Überraschend zuversichtlich gibt sich der klimapolitische Sprecher der FDP, Lukas Köhler. Er sei optimistisch, dass das Ziel erreicht werde. "Das Gute ist: Wir kennen die Technologien, mit denen es möglich ist. Und wer weiß, was in Zukunft noch alles erfunden wird", erklärt er.

Köhlers Hoffnung liegt dabei, ganz gemäß der FDP-Denkschule, auf Marktmechanismen, auf "regenerativen Kraftstoffen wie E-Fuels" und Technologien zur CO2-Abscheidung und -Speicherung.

Pessimistischere Worte ertönen aus der Opposition. Man müsse die üblichen Routinen in Parlamenten, Medien und Wirtschaft durchbrechen, sagt Heinrich Strößenreuther, CDU-Politiker und Mitbegründer der Klima-Union. Sollte das nicht gelingen, komme die Wahrscheinlichkeit, das 1,5-Grad-Ziel einzuhalten, einem "Sechser im Lotto" gleich. Was mit dem beinahe revolutionär anmutenden "Durchbrechen" gemeint ist, lässt Strößenreuther offen.

"Kein Ziel, sondern ein physikalisches Limit"

Auch Vertreter:innen der Wirtschaft scheuen sich vor konkreten Antworten. Der Bundesverband der Deutschen Industrie (BDI) will sich erst gar nicht äußern. David Radermacher, Leiter der Nachhaltigkeitsabteilung von Eon, betont, wie ernst es dem Energiekonzern mit dem 1,5-Grad-Ziel sei, und ergänzt den etwas substanzarmen Satz: "Die Herausforderungen sind enorm und es braucht einen gemeinsamen Kraftakt."

Christoph Bals, Geschäftsführer der Umweltorganisation Germanwatch, scheint schon die Frage zu stören und er stellt erst mal klar: "1,5 Grad ist kein Ziel, sondern ein physikalisches Limit.
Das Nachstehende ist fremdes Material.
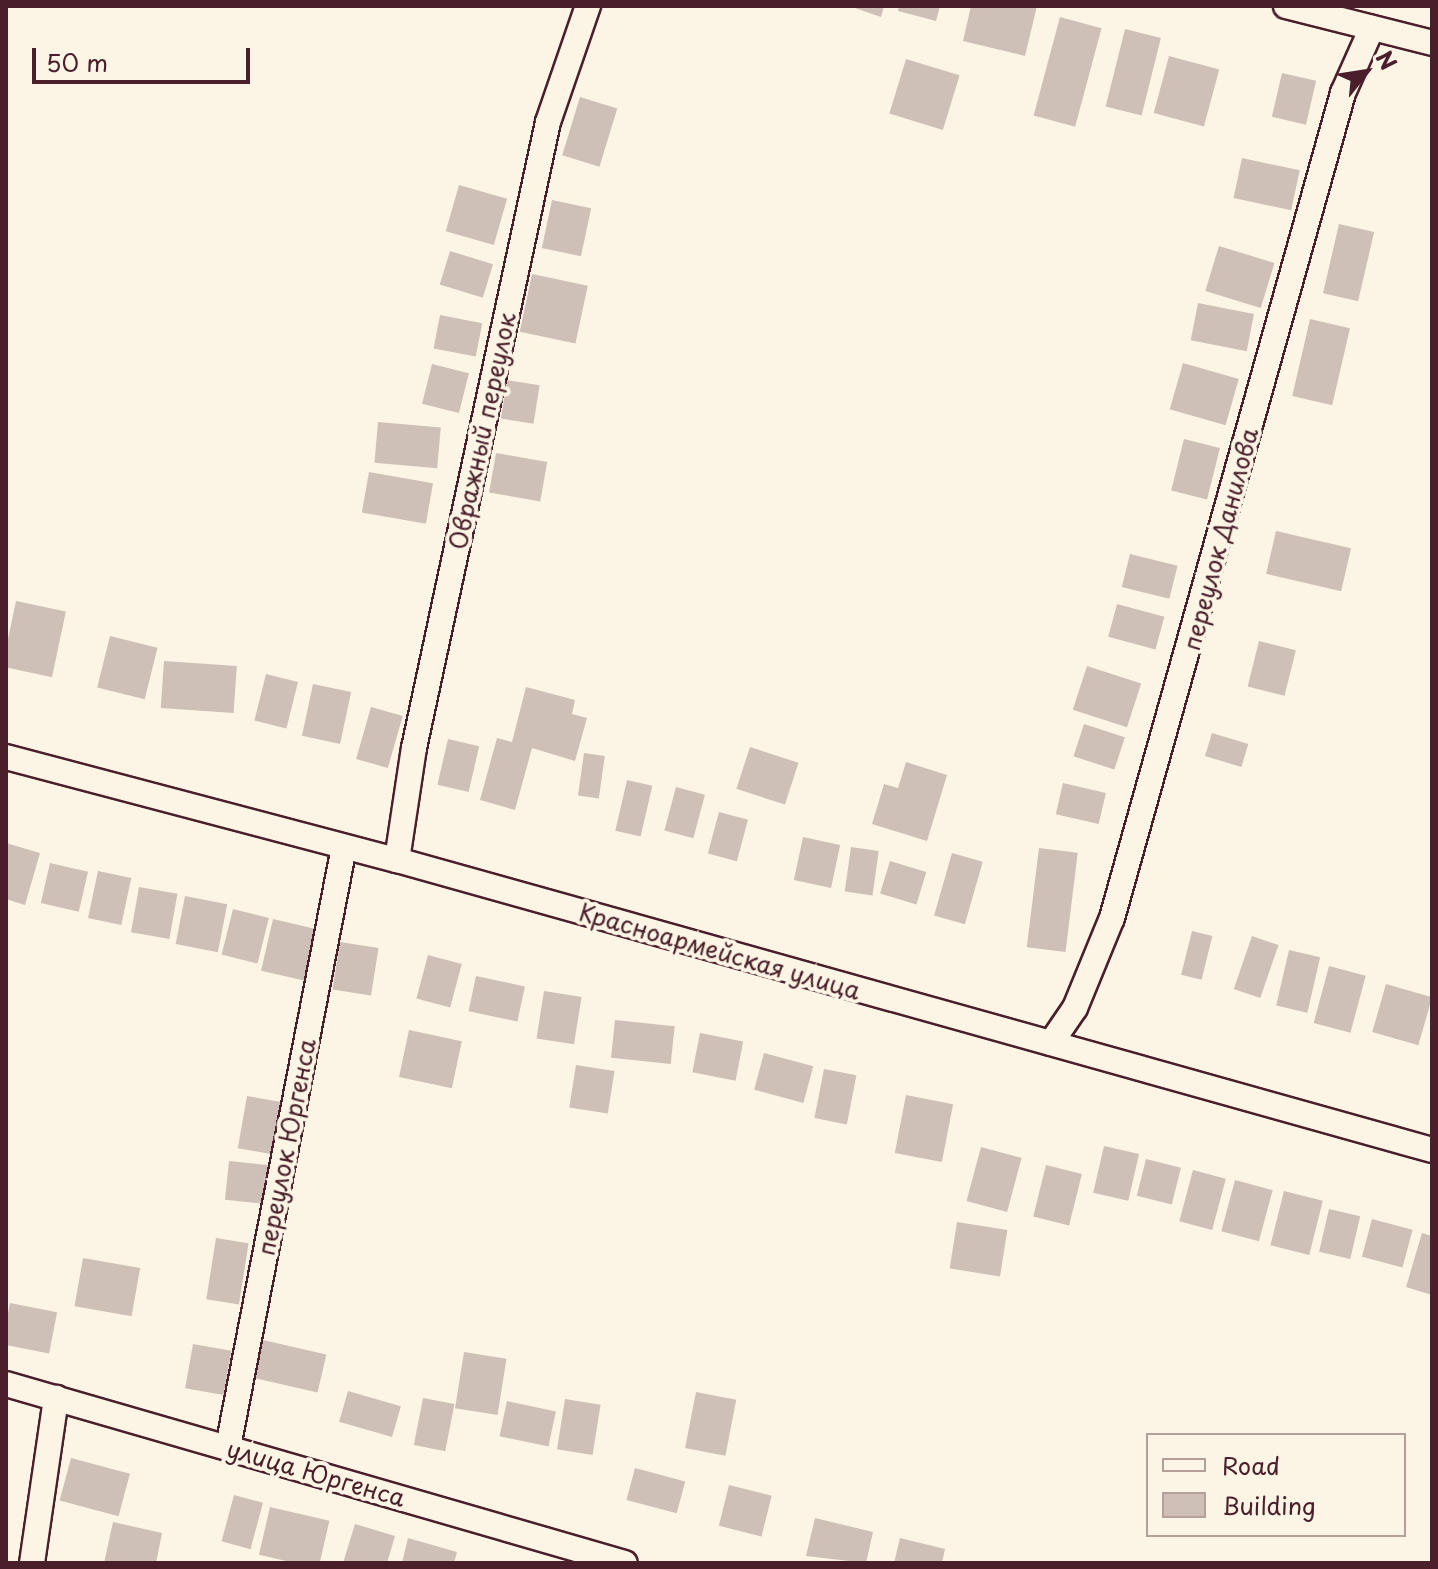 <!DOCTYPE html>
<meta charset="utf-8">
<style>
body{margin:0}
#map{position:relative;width:1438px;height:1569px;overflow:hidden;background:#fcf5e5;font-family:"Playpen Sans",sans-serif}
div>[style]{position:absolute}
.building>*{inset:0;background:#cfc0b7;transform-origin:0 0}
.roads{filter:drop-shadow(2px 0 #4a1f2b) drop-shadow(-2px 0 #4a1f2b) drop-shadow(0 2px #4a1f2b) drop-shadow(0 -2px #4a1f2b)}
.minor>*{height:24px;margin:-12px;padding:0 12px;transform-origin:12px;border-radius:12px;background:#fcf5e5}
span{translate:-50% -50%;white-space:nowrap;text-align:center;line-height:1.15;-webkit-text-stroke:8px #fcf5e5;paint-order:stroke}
.street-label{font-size:24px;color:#4a1f2b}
.frame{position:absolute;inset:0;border:8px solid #4a1f2b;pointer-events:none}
.legend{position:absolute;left:1146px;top:1433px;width:260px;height:104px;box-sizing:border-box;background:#fcf5e5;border:2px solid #b59f9b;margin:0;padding:10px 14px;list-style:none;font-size:24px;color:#4a1f2b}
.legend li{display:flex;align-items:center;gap:16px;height:40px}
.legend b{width:40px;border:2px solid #b59f9b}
.north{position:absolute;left:1326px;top:32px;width:80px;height:80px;-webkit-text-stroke:6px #fcf5e5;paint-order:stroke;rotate:60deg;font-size:22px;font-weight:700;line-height:32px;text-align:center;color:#4a1f2b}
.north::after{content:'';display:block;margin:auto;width:28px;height:36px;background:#4a1f2b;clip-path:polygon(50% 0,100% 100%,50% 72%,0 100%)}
.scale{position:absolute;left:32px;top:48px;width:218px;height:36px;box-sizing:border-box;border:4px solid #4a1f2b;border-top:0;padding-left:10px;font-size:24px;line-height:28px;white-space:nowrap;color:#4a1f2b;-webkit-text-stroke:6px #fcf5e5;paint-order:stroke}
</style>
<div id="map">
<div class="building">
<i style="clip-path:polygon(849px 6px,884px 6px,881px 17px)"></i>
<i style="clip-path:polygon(899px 6px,940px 6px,936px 21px,898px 11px)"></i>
<i style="clip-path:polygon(971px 6px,1037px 6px,1025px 56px,963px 41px)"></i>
<i style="left:1060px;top:17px;width:43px;height:102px;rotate:15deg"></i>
<i style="left:1125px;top:29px;width:37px;height:80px;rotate:14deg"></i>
<i style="left:1169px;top:56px;width:52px;height:59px;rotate:15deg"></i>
<i style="left:906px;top:59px;width:56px;height:57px;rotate:17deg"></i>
<i style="left:1282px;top:73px;width:35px;height:45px;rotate:13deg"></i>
<i style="left:580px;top:97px;width:39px;height:61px;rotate:17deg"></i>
<i style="left:1242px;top:158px;width:59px;height:41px;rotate:12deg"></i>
<i style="left:459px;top:185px;width:50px;height:48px;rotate:16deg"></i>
<i style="left:552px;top:200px;width:40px;height:49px;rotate:12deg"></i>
<i style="left:1339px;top:224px;width:36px;height:71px;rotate:13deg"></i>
<i style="left:1219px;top:246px;width:58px;height:47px;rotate:17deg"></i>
<i style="left:450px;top:251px;width:45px;height:35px;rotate:17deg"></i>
<i style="left:532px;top:274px;width:57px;height:59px;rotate:12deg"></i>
<i style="left:1198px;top:303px;width:57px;height:38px;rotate:11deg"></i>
<i style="left:440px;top:315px;width:43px;height:34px;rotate:11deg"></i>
<i style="left:1310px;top:319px;width:41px;height:79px;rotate:13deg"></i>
<i style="left:1183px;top:363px;width:58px;height:48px;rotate:16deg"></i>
<i style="left:432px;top:364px;width:38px;height:41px;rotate:14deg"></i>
<i style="left:507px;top:380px;width:33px;height:39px;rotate:9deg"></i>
<i style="left:378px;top:422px;width:63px;height:41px;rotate:5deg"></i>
<i style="left:1184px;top:439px;width:37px;height:53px;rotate:14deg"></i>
<i style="left:496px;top:453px;width:52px;height:40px;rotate:10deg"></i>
<i style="left:369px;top:472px;width:65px;height:41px;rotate:10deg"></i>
<i style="left:1276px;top:531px;width:77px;height:44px;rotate:13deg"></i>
<i style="left:1130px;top:554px;width:49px;height:34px;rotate:14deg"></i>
<i style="left:16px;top:601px;width:51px;height:67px;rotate:12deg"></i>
<i style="left:1117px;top:604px;width:49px;height:34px;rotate:15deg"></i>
<i style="left:110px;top:636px;width:49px;height:53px;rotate:14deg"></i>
<i style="left:1259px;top:641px;width:38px;height:47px;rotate:14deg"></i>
<i style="left:164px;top:661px;width:73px;height:47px;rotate:4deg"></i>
<i style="left:1087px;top:666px;width:57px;height:46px;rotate:18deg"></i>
<i style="left:266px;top:674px;width:33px;height:48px;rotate:14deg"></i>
<i style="left:313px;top:684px;width:39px;height:53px;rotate:12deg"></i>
<i style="clip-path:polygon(526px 687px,575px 700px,572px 714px,587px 718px,575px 761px,532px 748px,515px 810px,480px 800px,497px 738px,512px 742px)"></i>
<i style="left:371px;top:707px;width:33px;height:54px;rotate:16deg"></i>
<i style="left:1084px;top:724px;width:43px;height:34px;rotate:18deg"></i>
<i style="left:1212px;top:733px;width:38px;height:24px;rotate:17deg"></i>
<i style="left:448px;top:739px;width:32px;height:47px;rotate:13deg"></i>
<i style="left:750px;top:747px;width:51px;height:44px;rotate:18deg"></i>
<i style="left:584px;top:753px;width:21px;height:43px;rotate:8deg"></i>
<i style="clip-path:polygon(906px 762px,947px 775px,927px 841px,872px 824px,884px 784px,898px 788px)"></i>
<i style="left:627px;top:780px;width:26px;height:52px;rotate:13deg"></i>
<i style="left:1063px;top:783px;width:44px;height:32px;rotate:13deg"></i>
<i style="left:676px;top:787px;width:30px;height:45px;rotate:15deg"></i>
<i style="left:719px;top:812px;width:30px;height:43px;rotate:15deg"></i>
<i style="left:803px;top:837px;width:38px;height:44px;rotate:12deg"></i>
<i style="clip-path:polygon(6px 843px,40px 853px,25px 905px,6px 899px)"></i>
<i style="left:851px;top:847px;width:28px;height:45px;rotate:8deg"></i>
<i style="left:1039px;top:848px;width:39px;height:100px;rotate:7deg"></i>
<i style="left:952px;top:853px;width:32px;height:65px;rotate:16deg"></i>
<i style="left:890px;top:861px;width:38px;height:34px;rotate:17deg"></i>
<i style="left:50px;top:863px;width:39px;height:41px;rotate:13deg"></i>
<i style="left:98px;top:871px;width:34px;height:48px;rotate:12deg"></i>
<i style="left:139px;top:887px;width:39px;height:46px;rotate:10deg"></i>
<i style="left:185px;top:896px;width:43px;height:49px;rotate:11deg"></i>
<i style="left:233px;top:909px;width:37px;height:47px;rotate:14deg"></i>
<i style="left:273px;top:919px;width:44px;height:53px;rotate:13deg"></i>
<i style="left:1192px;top:931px;width:21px;height:45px;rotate:14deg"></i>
<i style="left:1252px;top:936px;width:28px;height:56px;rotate:19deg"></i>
<i style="left:340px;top:942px;width:39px;height:48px;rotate:9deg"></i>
<i style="left:1289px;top:950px;width:32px;height:57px;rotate:13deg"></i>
<i style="left:428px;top:955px;width:35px;height:45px;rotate:15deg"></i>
<i style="left:1329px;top:966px;width:38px;height:59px;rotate:15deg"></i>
<i style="left:476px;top:976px;width:50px;height:36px;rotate:12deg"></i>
<i style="left:1386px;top:984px;width:48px;height:50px;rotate:16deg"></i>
<i style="left:544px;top:991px;width:38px;height:48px;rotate:9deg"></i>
<i style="left:615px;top:1020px;width:60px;height:38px;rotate:6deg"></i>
<i style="left:409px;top:1030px;width:54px;height:48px;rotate:12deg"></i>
<i style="left:700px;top:1033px;width:44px;height:40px;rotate:11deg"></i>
<i style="left:764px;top:1053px;width:51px;height:38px;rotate:15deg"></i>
<i style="left:576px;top:1065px;width:39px;height:43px;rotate:9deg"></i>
<i style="left:824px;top:1069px;width:33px;height:50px;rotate:11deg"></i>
<i style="left:906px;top:1095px;width:48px;height:59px;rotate:11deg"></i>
<i style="left:247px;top:1096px;width:35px;height:53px;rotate:10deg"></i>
<i style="left:1104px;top:1146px;width:36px;height:48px;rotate:13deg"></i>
<i style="left:981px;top:1147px;width:42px;height:56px;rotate:15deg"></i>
<i style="left:1146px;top:1159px;width:36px;height:38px;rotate:14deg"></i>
<i style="left:229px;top:1161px;width:39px;height:39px;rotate:6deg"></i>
<i style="left:1046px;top:1165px;width:37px;height:53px;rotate:14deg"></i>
<i style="left:1193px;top:1170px;width:34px;height:53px;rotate:15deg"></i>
<i style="left:1235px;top:1180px;width:39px;height:53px;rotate:15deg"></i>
<i style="left:1284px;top:1191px;width:40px;height:56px;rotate:14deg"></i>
<i style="left:1329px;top:1209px;width:32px;height:44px;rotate:13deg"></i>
<i style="left:1372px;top:1219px;width:42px;height:39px;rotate:15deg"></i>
<i style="left:957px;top:1222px;width:51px;height:47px;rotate:9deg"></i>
<i style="clip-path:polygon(1422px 1233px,1432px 1236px,1432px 1295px,1406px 1287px)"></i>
<i style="left:216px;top:1238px;width:33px;height:62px;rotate:9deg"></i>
<i style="left:83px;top:1258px;width:58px;height:49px;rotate:10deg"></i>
<i style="left:10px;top:1303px;width:48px;height:42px;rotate:11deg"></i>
<i style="left:263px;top:1340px;width:65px;height:39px;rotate:13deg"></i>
<i style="left:193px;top:1344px;width:39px;height:45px;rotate:10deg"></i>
<i style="left:464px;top:1352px;width:43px;height:57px;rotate:9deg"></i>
<i style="left:348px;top:1391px;width:55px;height:32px;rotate:16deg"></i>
<i style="left:696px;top:1392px;width:41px;height:57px;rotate:11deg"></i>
<i style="left:423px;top:1398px;width:32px;height:48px;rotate:11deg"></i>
<i style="left:565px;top:1399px;width:36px;height:51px;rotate:9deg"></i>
<i style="left:507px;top:1401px;width:50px;height:36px;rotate:12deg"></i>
<i style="left:71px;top:1458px;width:61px;height:44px;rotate:15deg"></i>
<i style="left:635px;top:1468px;width:52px;height:33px;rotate:15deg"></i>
<i style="left:729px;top:1485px;width:44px;height:42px;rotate:14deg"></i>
<i style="left:234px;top:1495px;width:30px;height:48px;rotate:15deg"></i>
<i style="left:270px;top:1507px;width:61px;height:49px;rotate:13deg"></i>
<i style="clip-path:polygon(815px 1518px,873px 1532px,866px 1563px,806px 1556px)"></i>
<i style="clip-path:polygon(113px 1522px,162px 1533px,156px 1563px,104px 1563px)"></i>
<i style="clip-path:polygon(355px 1524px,395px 1536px,387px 1563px,343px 1563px)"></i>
<i style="clip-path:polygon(408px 1538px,457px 1552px,454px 1563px,402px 1563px)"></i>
<i style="clip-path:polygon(900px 1538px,945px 1549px,942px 1563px,894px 1563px)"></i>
</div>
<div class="roads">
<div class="minor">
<i style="left:1286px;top:6px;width:151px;rotate:14.2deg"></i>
<i style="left:6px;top:757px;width:404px;rotate:14.8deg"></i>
<i style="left:397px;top:860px;width:1075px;rotate:15.65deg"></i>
<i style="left:397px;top:860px;width:113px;rotate:-81.4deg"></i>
<i style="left:414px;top:748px;width:640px;rotate:-77.92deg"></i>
<i style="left:548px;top:122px;width:123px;rotate:-71deg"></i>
<i style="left:1051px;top:1043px;width:42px;rotate:-55.6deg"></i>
<i style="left:1075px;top:1008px;width:97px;rotate:-67.7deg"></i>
<i style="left:1112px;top:918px;width:857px;rotate:-74.36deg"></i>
<i style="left:1343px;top:93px;width:71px;rotate:-66deg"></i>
<i style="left:6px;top:1384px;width:644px;rotate:16.13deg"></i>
<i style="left:228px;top:1447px;width:611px;rotate:-79.06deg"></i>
<i style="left:32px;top:1563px;width:167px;rotate:-81.7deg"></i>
</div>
</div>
<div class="street-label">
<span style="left:482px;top:431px;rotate:-78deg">Овражный переулок</span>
<span style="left:1220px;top:539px;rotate:-75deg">переулок Данилова</span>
<span style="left:720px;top:951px;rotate:16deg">Красноармейская улица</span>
<span style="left:286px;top:1147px;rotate:-79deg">переулок Юргенса</span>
<span style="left:316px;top:1473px;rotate:16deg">улица Юргенса</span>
</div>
<div class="frame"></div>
<ul class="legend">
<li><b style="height:10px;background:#fcf5e5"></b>Road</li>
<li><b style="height:22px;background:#cfc0b7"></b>Building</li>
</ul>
<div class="north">N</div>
<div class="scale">50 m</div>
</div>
Jenseits davon drohen die Risiken der Klimakrise unüberschaubar zu werden."

Und auf die Frage, ob er die Erreichung des Ziels noch für realistisch halte, sagt Bals: "Gegenfrage: Ist es realistisch, sehenden Auges die Grundlagen der menschlichen Zivilisation einem massiven Härtetest mit fraglichem Ausgang auszusetzen?"

Bals schiebt allerdings nach: Wenn die Welt nicht schnell eine Antwort auf die Profitmaximierung von fossilen Öl- und Gasstaaten wie -unternehmen finde, sehe er "sogar das Zwei-Grad-Limit bald außer Reichweite".

Ganz und gar für begraben scheint Mojib Latif, Professor an der Uni Kiel und am dortigen Helmholtz-Zentrum für Ozeanforschung, die 1,5-Grad-Grenze zu halten. "So gut wie ausgeschlossen" ist das Erreichen des Ziels für den Klimaforscher. "Es zählen für die globale Erwärmung nur die weltweiten Treibhausgasemissionen, und die sind auch 2022 wieder gestiegen."

Latif, der seit 2017 auch Präsident des deutschen Flügels des Club of Rome ist, äußert schon seit vielen Jahren Zweifel am 1,5-Grad-Ziel.

Soziale Kipppunkte zur Dekarbonisierung

Nicht ganz so düster klingt da der Klimaforscher Wolfgang Lucht. Er selbst hat an zahlreichen IPCC-Berichten als Ko- und Leitautor mitgewirkt. Es werde schwieriger, "weil wir 30 Jahre viel zu wenig gemacht und das Problem verdrängt haben", sagt er.

Hoffnung lege er aber in die Fähigkeit der Gesellschaft, ihr Verhalten zu verändern. Sobald der Energieverbrauch nicht mehr weiter wachse – und davon gehen alle ökonomischen Modelle aus – werde Klimaschutz auch wesentlich einfacher.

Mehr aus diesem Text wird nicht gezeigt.